Where do I get the p-value if Postgres has no chi-square CDF?
Three options. First, compare against the critical value table — 3.841 for df=1 at alpha=0.05 is the one most analysts memorize. Second, run scipy outside SQL: scipy.stats.chi2.sf(chi_square, df) returns the survival function which equals the right-tail p-value. Third, use a Python UDF inside BigQuery, Snowflake, or Databricks to compute the p-value as a query column. For dashboards the UDF approach is cleanest because the result stays in the same data layer as the rest of your experiment metrics.
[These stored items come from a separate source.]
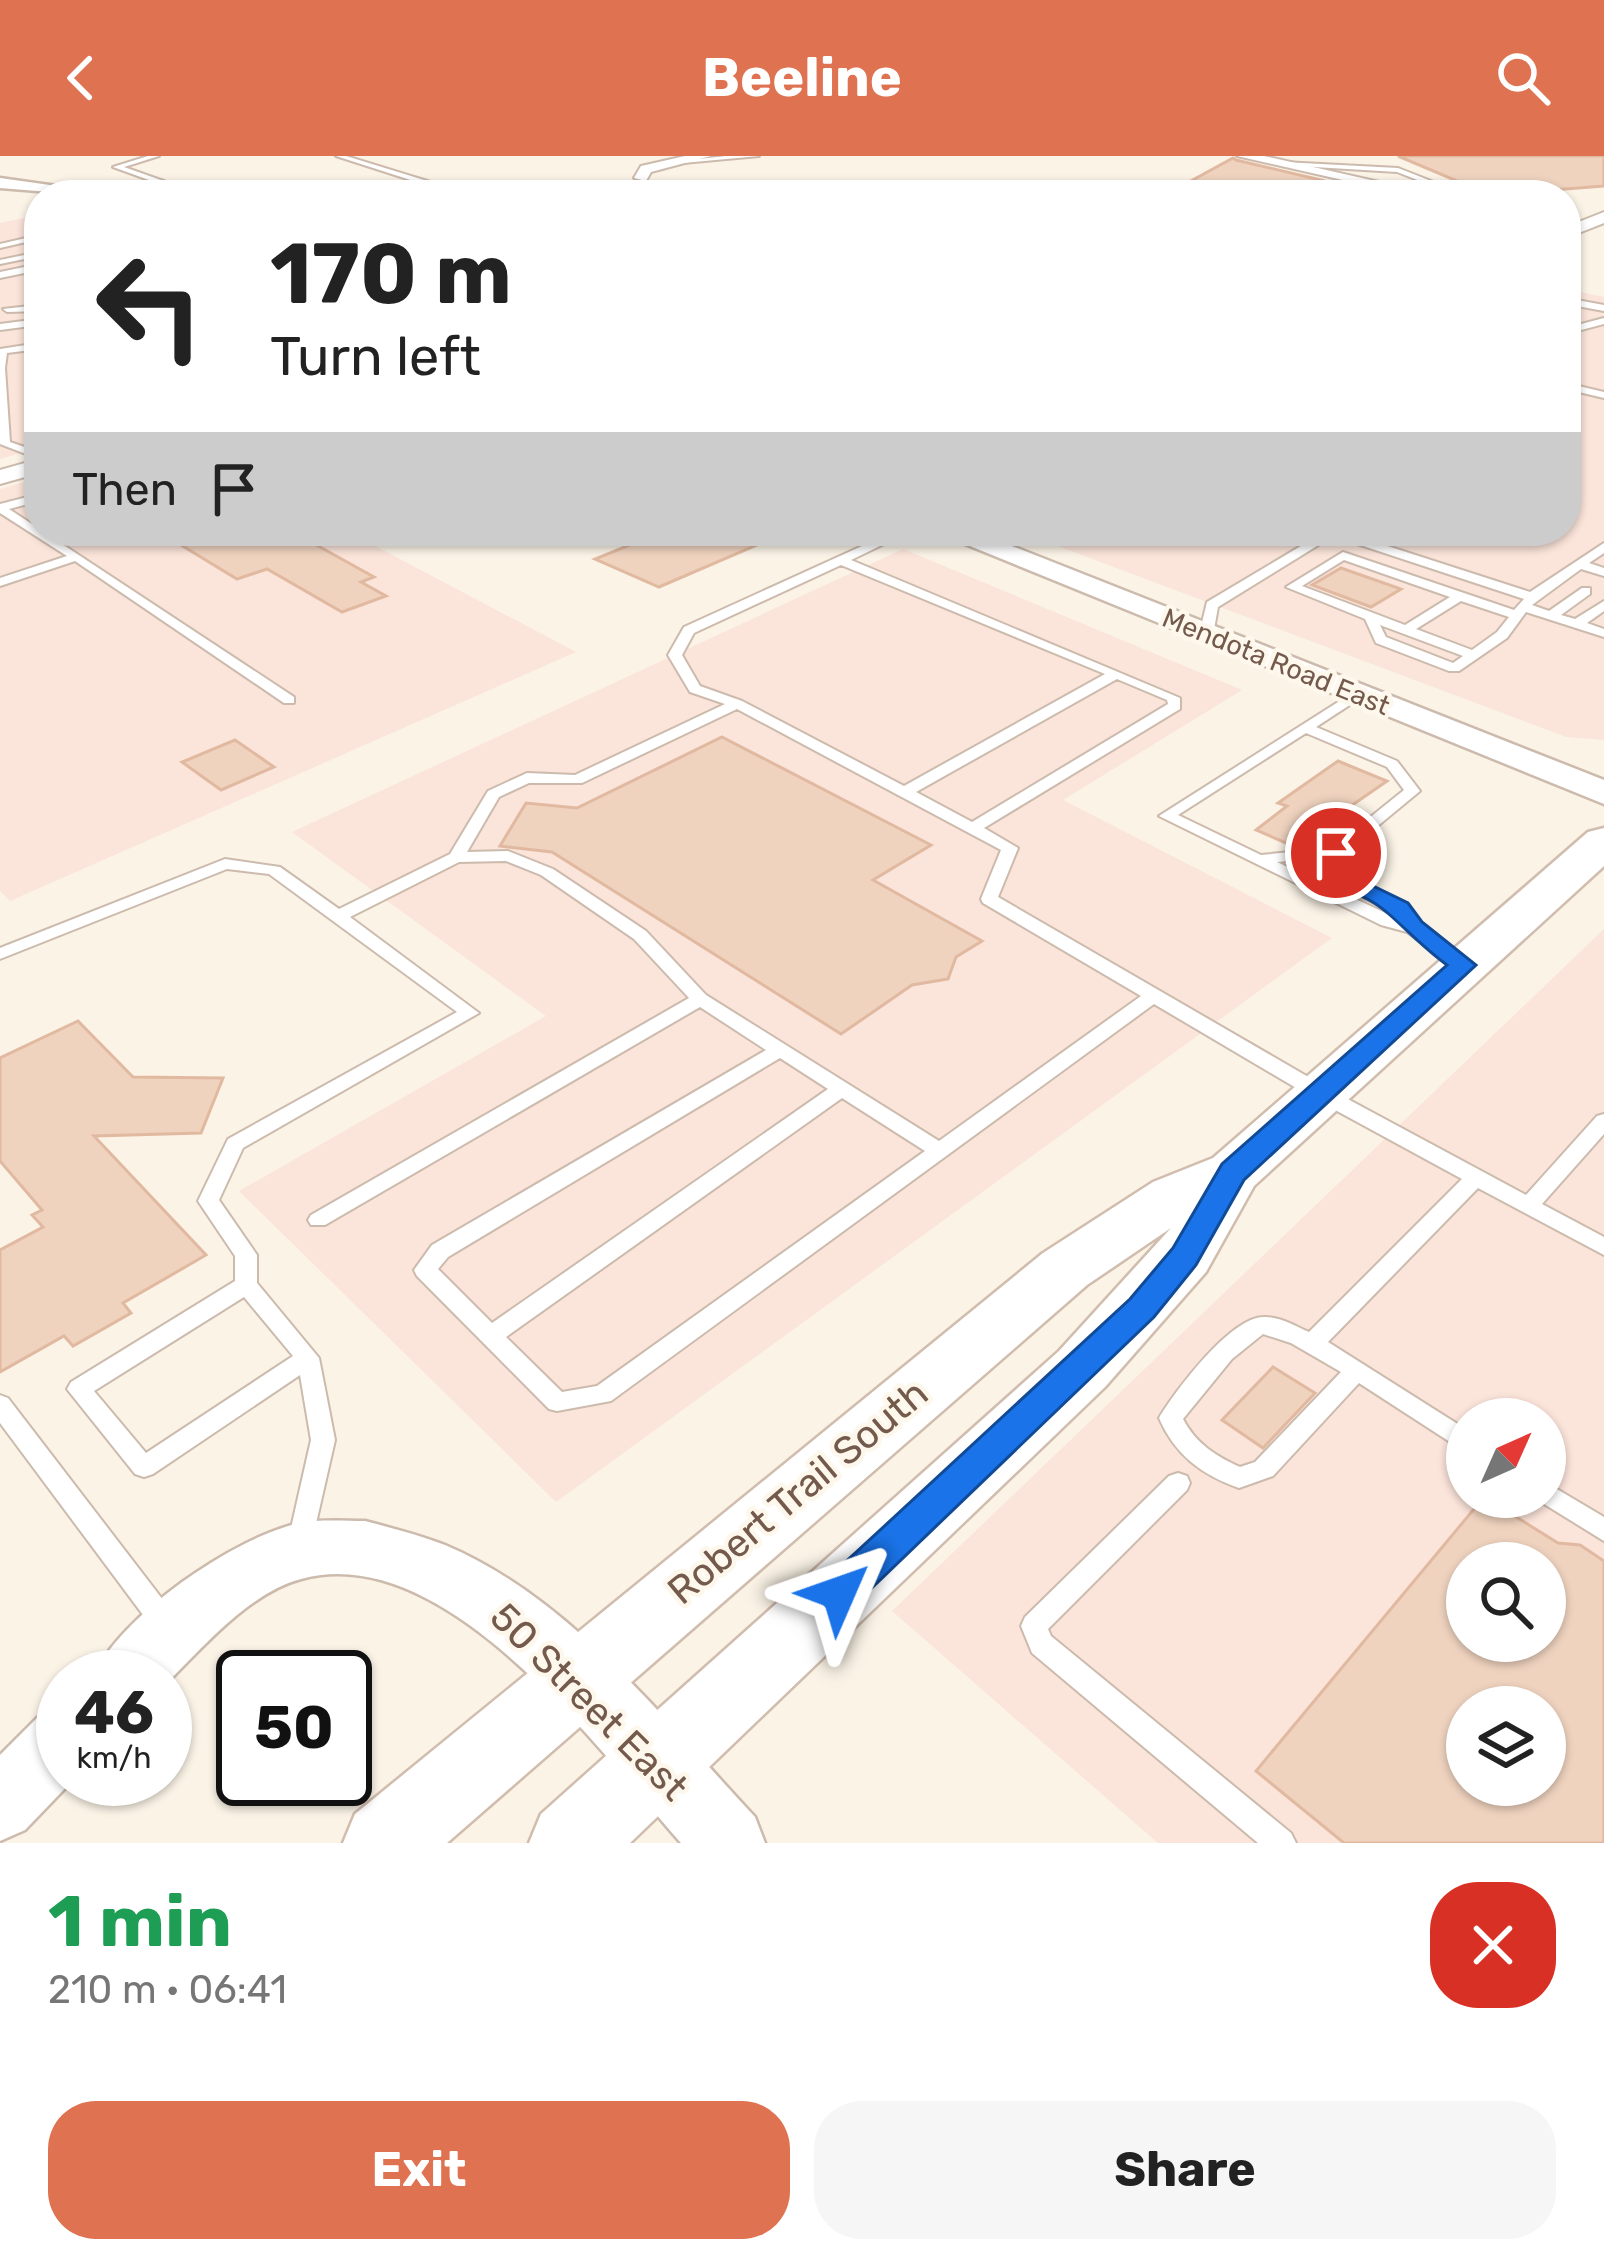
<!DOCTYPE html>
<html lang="en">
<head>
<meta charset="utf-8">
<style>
	:root { --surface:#fff; --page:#f6f6f6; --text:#222; --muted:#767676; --accent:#df7251 }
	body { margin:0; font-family:Rubik,sans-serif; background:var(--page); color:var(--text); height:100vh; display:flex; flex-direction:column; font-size:45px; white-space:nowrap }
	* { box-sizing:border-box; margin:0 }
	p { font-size:39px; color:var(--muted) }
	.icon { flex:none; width:66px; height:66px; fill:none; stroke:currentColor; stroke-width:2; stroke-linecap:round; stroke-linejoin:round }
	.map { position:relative; height:1687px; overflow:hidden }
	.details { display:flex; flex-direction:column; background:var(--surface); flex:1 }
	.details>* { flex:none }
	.top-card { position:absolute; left:24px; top:24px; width:1557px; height:366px; border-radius:48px; box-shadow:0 3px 9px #0004; background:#fff; color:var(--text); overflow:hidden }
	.needle { width:78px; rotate:45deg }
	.fabs { position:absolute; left:1446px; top:1242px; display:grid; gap:24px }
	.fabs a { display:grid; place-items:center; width:120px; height:120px; border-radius:50%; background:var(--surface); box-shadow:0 3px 9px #0004; font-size:60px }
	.speed { position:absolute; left:36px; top:1494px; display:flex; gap:24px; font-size:60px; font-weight:700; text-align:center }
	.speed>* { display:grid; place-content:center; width:156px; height:156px; border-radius:50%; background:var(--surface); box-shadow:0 3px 9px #0004; line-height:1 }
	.speed small { font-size:30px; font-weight:400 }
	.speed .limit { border:6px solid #111; border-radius:18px; background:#fff; color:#111 }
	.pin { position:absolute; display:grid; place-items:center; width:102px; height:102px; color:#fff; margin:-51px; border:6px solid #fff; border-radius:50%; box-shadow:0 3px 12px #0007 }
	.me { position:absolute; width:132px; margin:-66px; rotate:47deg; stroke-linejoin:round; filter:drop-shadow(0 0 9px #0008) }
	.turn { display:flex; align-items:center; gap:42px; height:252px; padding:0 48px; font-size:54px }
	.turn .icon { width:156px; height:156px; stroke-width:2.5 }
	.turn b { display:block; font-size:84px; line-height:102px }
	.then { display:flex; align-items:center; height:114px; padding:0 48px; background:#0003; gap:24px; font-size:45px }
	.round { display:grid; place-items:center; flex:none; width:126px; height:126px; border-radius:48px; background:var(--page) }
	.headline { display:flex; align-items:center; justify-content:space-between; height:204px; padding:0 48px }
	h1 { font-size:72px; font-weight:700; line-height:90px; color:#1e9e55 }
	.button { display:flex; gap:24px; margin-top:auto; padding:24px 48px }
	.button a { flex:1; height:138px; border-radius:48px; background:var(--accent); color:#fff; font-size:48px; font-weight:700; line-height:138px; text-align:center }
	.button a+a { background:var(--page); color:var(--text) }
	header { display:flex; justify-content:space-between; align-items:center; height:156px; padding:0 48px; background:var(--accent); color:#fff; font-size:54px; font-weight:700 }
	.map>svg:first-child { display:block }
</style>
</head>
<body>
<header><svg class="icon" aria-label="back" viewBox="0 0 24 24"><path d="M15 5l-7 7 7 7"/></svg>Beeline<svg class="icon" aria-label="search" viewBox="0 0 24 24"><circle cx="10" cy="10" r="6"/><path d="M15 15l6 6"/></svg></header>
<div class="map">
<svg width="1604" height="1687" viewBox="0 0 1604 1687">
	<rect width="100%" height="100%" fill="#fbf3e6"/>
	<g fill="#fbe4da" fill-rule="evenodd">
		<polygon points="39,59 39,292 0,303 0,67"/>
		<polygon points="1566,133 1604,141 1604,584 1566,581 1018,375 1566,375"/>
		<polygon points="39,322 39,375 347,375 576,496 10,745 0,735 0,333"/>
		<polygon points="903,393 1242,534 1063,644 1332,782 556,1346 239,1035 546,860 292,676"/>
		<path d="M1604,773V1687H1158L892,1455ZM1467,1263H1545V1341H1467ZM1467,1407H1545V1485H1467ZM1467,1551H1545V1629H1467Z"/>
	</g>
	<g fill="#efd3bf" stroke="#e1b9a0" stroke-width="3" fill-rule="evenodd">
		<polygon points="1398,0 1604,0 1604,30 1490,39"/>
		<polygon points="1233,2 1236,4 1321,24 1291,39 1189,26"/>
		<polygon points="158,375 291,375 374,421 361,426 386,440 342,456 267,413 237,423"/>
		<polygon points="664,375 789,375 659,431 595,403"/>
		<polygon points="1341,412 1401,433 1371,451 1312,429"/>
		<polygon points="722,581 931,689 873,724 982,785 956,801 948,823 912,829 841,878 552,696 500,690 526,647 577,652"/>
		<polygon points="235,584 274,611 221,634 182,606"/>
		<polygon points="1338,605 1387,625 1293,690 1256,674 1287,650 1278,647"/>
		<polygon points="78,865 133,921 223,922 201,977 94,980 206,1099 123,1147 131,1157 73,1190 64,1180 0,1216 0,1094 43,1071 32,1059 42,1054 0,1005 0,902"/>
		<polygon points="1273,1211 1315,1237 1263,1292 1222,1264"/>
		<path d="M1484,1341L1558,1387L1580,1389L1604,1405V1687H1344L1256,1615ZM1467,1407H1545V1485H1467ZM1467,1551H1545V1629H1467Z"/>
	</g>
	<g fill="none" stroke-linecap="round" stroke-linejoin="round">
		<defs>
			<g id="service">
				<polygon points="148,0 159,0 124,11 172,28 337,39 171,32 113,11"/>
				<polygon points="336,0 346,0 437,28 523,39 437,32 416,39 405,39 429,30"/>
				<polygon points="726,0 759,0 683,7 680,5"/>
				<polygon points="1283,6 1398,12 1467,39 1456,39 1397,16 1281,9"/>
				<polygon points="39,79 39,83 0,92 0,88"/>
				<polygon points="39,96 39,100 0,108 0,104"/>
				<polygon points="39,108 39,114 0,122 0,116"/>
				<polygon points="1566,142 1604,149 1604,155 1566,148"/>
				<polygon points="39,149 39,155 7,156 3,153"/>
				<polygon points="1604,162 1604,168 1566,178 1566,172"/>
				<polygon points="39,163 39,169 0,174 0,168"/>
				<polygon points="39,187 39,193 7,197 5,212 10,286 39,296 39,303 0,288 0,193"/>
				<polygon points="1566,227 1604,236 1604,242 1566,233"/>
				<polygon points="39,338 39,345 9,353 294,541 294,547 284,547 75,405 0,430 0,422 67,400 0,357 0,348"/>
				<polygon points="406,375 440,375 421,383"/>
				<path d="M895,375H911L851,404L1180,542V553L984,672L1018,692L998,741L1329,933L1526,1039L1597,960L1604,958V978L1542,1048L1604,1081V1099L1478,1032L1328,1186L1467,1274V1297L1359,1227L1273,1320L1239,1332C1202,1319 1175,1299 1159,1262C1175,1235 1230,1162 1263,1161C1279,1160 1295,1170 1309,1176L1462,1023L1315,943L1154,848L611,1245L557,1255L549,1253L417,1120L414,1114L432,1089L766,894L700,851L325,1069H311L308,1064L311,1059L689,842L634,783L541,719L506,705L459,706L350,761L479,857L243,992L219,1044L257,1099V1127L319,1202L335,1284L309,1398L300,1401L291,1398L287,1390L311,1284L300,1219L153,1318L144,1321L135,1318L67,1233L71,1226L235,1125V1100L198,1045L228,983L457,856L269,718L227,713L0,803V792L225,703L280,711L339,753L450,698L488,635L527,617L575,619L725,548L690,536L668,499L684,471ZM841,409L1105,518L904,630L742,545L700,530L682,499L694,477ZM1117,523L1167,544L1168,548L972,666L916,636ZM737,553L1001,694L981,743L983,747L1141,840L939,985L706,839L646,775L553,713L508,695L467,696L499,641L529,627H582ZM780,902L828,933L492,1167L438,1113L448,1101ZM842,942L925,995L597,1230L562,1236L506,1181ZM244,1141L293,1200L146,1297L94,1235ZM1263,1178L1291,1187L1341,1216L1255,1306L1240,1311C1216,1300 1196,1288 1183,1263L1232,1203Z"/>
				<path d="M1326,375H1341L1530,436L1604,387V397L1589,407L1604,412V420L1581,413L1532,449L1549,455L1582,432H1590V438L1561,459L1575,463L1604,445V455L1587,467L1604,473V481L1526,456L1507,482L1459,515H1449L1376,487L1365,463L1286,431L1343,396L1514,454L1524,443L1333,380L1218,451L1213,479L1206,483L1201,482L1199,479L1207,446ZM1344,404L1450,441L1405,469L1302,430ZM1461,445L1509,461L1497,476L1472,494L1416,473ZM1380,469L1463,500L1453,507L1386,481Z"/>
				<path d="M1357,534L1362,535V541L1316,571L1397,605L1420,635L1345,697L1360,727L1405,748L1419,768L1469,805L1472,809L1469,813H1457L1407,776L1381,769L1159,660ZM1306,577L1387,611L1404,634L1332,692L1261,699L1178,659ZM1331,701L1347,734L1393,756L1398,763L1277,706Z"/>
				<polygon points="0,1239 8,1242 176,1461 180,1470 176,1479 167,1482 158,1479 0,1267"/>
				<polygon points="1178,1317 1187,1320 1190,1327 1187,1334 1048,1473 1051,1480 1291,1677 1296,1687 1258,1687 1032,1497 1021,1470 1025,1461 1169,1320"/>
				<polygon points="1545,1326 1604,1361 1604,1385 1536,1343 1535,1341 1545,1341"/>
			</g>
			<g id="minor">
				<polygon points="685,0 711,0 651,16 646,25 634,22 641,10"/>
				<polygon points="1237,0 1264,0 1437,39 1409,39"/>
				<polygon points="1604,56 1604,67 1566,82 1566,71"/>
				<polygon points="39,303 39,317 0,328 0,314"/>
			</g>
			<g id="tertiary">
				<polygon points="0,22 78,33 87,39 0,32"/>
				<polygon points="933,375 974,375 1604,624 1604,648"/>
				<path d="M365,1365C392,1372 419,1379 445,1389C571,1442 664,1564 755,1661L765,1687H681C599,1594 445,1383 301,1423C250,1436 201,1493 165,1529V1521H93C120,1460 234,1381 300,1367C320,1363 344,1365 365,1365Z"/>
				<polygon points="63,1551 63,1623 74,1623 25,1674 0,1685 0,1599 38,1561"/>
			</g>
			<polygon id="secondary" points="1604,672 1604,710 1254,1030 1206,1116 1105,1231 630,1687 529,1687 541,1658 1059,1195 1171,1072 1087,1129 447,1687 343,1687 355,1658 1043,1097 1153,1026 1213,1002 1588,676"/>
		</defs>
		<use href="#service" stroke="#ccbbad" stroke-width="4"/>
		<use href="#minor" stroke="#ccbbad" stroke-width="4"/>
		<use href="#tertiary" stroke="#ccbbad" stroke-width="5"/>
		<use href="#secondary" stroke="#d1bdad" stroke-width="5"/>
		<use href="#service" fill="#fff" fill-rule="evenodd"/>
		<use href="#minor" fill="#fff" fill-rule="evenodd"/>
		<use href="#tertiary" fill="#fff" fill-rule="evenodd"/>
		<use href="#secondary" fill="#fff" fill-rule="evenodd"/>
	</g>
	<path fill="#1a73e8" stroke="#114b97" stroke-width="3" d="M1336,689L1344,691L1363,725L1408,747L1422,766L1476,809L1244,1024L1196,1109L1154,1161L853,1450L839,1455L825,1450L819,1437L825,1425L1130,1143L1173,1092L1222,1008L1447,809C1425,793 1409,776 1390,759C1355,727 1352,752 1323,697Z"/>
	<g text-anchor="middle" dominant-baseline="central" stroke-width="9" stroke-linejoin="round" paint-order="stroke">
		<g font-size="27" fill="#735a4c" stroke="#fef7ec">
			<text transform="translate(1276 506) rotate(22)">Mendota Road East</text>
		</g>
		<g font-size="39" fill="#735a4c" stroke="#fef7ec">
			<text transform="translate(798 1336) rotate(-40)">Robert Trail South</text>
			<text transform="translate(589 1546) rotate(45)">50 Street East</text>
		</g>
	</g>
</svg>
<div class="fabs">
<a><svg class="needle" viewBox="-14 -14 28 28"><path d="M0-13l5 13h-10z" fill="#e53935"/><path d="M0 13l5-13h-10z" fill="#767676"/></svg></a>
<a><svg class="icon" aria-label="search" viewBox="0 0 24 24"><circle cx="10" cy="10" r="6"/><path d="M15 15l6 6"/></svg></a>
<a><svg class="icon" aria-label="layers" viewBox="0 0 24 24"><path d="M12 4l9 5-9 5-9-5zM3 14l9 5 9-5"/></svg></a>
</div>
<div class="speed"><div>46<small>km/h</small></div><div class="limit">50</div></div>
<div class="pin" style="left:1336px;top:697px;background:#d93025"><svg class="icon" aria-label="arrive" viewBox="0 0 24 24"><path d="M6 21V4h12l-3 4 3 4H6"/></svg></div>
<svg class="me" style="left:839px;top:1437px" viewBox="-20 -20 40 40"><path d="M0-17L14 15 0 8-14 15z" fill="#1a73e8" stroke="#fff" stroke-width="4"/></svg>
<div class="top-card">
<div class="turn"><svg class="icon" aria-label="left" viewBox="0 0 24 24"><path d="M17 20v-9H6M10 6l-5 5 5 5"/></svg><div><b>170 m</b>Turn left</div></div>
<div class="then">Then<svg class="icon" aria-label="arrive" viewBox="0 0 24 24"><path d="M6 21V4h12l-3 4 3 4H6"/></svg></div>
</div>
</div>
<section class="details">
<div class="headline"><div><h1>1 min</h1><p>210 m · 06:41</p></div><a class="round" style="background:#d93025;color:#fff"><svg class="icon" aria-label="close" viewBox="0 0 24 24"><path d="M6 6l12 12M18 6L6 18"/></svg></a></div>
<div class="button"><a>Exit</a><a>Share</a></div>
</section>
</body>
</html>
Is Yates' continuity correction mandatory?
Only for very small 2x2 tables. The correction adjusts for the fact that chi-square approximates a discrete distribution with a continuous one, which over-estimates the statistic when cells are tiny. For modern experiment sizes — anything above a few hundred per cell — Yates is too conservative and shrinks your effective power. Most A/B platforms (GrowthBook, Statsig, Eppo) skip Yates by default and so should you, unless an interviewer specifically asks about it.
How do I handle multiple comparisons across more than two variants?
Run pairwise chi-square tests between each pair of variants and then adjust the p-values for the family-wise error rate. The simplest correction is Bonferroni: divide alpha by the number of comparisons. A more powerful alternative is Holm-Bonferroni or Benjamini-Hochberg (FDR control) if you have many comparisons. For a three-variant test that means three pairwise comparisons and alpha at 0.05/3 = 0.0167 under Bonferroni. The omnibus chi-square across all variants is the right first step — only run pairwise tests when the omnibus is significant.
Can I use chi-square for non-binary categorical outcomes?
Yes. Chi-square generalizes to any r x c contingency table — rows are experiment variants, columns are categories of outcome. If you are testing whether a checkout redesign changes the mix of payment methods picked, the columns are credit-card, debit-card, PayPal, Apple Pay, and chi-square tells you whether the variant changes the distribution. Degrees of freedom become (r - 1) * (c - 1). The same expected-count and integer-division pitfalls apply.